(Material for this exercise Opens)

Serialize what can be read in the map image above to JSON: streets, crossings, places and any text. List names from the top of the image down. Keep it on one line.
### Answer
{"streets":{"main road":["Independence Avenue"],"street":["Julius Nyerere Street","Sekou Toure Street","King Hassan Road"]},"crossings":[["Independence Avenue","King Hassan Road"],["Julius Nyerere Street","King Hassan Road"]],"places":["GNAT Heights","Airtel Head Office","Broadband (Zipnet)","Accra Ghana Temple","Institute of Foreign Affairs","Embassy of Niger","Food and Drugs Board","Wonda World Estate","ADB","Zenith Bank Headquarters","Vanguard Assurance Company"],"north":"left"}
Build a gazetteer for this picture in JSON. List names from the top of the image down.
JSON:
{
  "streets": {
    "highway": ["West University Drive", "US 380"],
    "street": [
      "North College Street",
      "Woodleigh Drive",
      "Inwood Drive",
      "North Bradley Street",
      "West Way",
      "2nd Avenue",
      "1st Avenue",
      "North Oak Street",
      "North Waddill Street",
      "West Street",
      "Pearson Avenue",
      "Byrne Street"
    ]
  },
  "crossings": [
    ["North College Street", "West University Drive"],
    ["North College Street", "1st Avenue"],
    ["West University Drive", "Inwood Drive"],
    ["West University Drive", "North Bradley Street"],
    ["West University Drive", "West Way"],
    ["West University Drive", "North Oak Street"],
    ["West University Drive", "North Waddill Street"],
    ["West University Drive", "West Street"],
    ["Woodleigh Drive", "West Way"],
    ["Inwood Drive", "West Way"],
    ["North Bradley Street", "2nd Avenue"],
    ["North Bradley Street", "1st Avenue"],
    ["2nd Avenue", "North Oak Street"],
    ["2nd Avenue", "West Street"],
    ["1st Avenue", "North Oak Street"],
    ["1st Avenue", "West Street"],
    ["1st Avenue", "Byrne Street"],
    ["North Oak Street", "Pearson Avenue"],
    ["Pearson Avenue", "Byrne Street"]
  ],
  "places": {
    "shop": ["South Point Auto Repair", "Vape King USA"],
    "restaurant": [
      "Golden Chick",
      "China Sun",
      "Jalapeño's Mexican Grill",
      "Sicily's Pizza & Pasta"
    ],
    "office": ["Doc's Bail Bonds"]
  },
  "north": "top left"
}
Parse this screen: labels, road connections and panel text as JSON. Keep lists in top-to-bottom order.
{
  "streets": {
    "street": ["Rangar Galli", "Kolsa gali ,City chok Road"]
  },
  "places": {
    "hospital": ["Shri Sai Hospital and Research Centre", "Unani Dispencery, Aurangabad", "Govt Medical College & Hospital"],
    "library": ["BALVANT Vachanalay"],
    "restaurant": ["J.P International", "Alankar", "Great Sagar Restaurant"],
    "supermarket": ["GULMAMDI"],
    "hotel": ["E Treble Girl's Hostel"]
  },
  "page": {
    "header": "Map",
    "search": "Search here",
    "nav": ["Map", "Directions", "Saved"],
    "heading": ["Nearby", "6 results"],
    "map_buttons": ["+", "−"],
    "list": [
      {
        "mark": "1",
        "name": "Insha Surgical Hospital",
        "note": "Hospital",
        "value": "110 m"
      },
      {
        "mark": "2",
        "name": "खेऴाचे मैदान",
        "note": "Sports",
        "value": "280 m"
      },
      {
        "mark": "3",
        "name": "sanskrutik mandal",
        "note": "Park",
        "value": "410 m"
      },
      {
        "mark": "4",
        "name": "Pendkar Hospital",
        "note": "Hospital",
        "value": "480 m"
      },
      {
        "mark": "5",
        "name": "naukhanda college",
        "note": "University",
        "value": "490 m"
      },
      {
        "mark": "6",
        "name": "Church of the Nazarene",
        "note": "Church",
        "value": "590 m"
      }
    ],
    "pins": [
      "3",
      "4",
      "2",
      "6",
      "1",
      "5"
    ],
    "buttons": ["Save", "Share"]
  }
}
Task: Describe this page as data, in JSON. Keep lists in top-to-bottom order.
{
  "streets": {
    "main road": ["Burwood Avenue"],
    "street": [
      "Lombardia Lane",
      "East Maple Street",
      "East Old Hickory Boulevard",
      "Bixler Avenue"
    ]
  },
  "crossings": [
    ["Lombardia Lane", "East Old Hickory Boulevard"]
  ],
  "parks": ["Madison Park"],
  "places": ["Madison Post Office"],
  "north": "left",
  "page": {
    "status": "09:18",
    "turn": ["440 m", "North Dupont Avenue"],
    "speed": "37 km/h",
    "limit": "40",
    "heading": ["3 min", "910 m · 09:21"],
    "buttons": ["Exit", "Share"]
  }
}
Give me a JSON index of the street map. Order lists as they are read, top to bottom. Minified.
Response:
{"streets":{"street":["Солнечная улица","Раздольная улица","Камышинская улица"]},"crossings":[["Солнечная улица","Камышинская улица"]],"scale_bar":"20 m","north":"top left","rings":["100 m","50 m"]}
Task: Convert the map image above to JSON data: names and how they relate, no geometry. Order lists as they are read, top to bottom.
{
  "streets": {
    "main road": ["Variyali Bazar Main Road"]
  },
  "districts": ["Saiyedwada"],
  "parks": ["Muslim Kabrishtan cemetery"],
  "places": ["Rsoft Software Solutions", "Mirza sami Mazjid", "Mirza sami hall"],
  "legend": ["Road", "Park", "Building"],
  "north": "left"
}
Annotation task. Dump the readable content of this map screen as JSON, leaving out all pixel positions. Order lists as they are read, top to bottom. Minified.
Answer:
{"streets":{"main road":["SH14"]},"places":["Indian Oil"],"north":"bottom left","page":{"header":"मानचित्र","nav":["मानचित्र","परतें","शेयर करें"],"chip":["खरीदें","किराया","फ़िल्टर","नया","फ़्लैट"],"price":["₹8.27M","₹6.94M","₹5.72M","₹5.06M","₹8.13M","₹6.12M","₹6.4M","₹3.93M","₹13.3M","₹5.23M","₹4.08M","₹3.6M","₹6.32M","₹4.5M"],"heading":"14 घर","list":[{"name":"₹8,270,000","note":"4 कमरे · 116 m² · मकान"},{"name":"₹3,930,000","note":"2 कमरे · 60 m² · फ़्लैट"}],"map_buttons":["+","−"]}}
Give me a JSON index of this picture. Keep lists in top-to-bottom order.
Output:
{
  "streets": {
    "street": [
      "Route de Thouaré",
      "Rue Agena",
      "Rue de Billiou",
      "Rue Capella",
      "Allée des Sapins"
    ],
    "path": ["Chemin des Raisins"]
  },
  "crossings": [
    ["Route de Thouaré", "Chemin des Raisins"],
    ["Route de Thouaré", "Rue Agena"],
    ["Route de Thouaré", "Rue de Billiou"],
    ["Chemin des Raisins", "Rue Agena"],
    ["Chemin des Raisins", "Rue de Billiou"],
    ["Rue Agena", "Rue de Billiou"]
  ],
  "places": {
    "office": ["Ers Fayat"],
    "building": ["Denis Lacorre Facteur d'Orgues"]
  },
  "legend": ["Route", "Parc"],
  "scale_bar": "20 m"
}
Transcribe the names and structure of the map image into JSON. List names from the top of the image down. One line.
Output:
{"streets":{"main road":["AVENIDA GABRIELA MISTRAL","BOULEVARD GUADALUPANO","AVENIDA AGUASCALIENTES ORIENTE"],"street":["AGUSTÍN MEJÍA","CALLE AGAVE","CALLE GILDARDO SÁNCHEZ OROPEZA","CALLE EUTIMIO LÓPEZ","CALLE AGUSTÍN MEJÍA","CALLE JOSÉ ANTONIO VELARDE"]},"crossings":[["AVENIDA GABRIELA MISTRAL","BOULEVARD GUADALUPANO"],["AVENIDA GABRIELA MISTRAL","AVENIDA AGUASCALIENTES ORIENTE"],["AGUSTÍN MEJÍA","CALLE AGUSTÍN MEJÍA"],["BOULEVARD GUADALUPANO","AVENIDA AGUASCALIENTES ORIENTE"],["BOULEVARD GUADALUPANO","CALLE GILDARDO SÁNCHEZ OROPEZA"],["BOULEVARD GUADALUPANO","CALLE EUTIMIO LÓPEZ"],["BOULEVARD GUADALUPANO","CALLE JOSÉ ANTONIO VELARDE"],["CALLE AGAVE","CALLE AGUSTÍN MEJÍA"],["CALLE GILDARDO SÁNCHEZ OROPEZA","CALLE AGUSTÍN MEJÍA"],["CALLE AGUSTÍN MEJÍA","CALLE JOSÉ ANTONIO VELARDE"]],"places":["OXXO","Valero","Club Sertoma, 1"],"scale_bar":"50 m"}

(Material for this exercise Closes)

= Task requirements =
Beginning at the opening line of the data, transcribe each line exactly until you reach the line with "Build a gazetteer", which you also include, and go no further.

= Answer for this exercise =
Serialize what can be read in the map image above to JSON: streets, crossings, places and any text. List names from the top of the image down. Keep it on one line.
### Answer
{"streets":{"main road":["Independence Avenue"],"street":["Julius Nyerere Street","Sekou Toure Street","King Hassan Road"]},"crossings":[["Independence Avenue","King Hassan Road"],["Julius Nyerere Street","King Hassan Road"]],"places":["GNAT Heights","Airtel Head Office","Broadband (Zipnet)","Accra Ghana Temple","Institute of Foreign Affairs","Embassy of Niger","Food and Drugs Board","Wonda World Estate","ADB","Zenith Bank Headquarters","Vanguard Assurance Company"],"north":"left"}
Build a gazetteer for this picture in JSON. List names from the top of the image down.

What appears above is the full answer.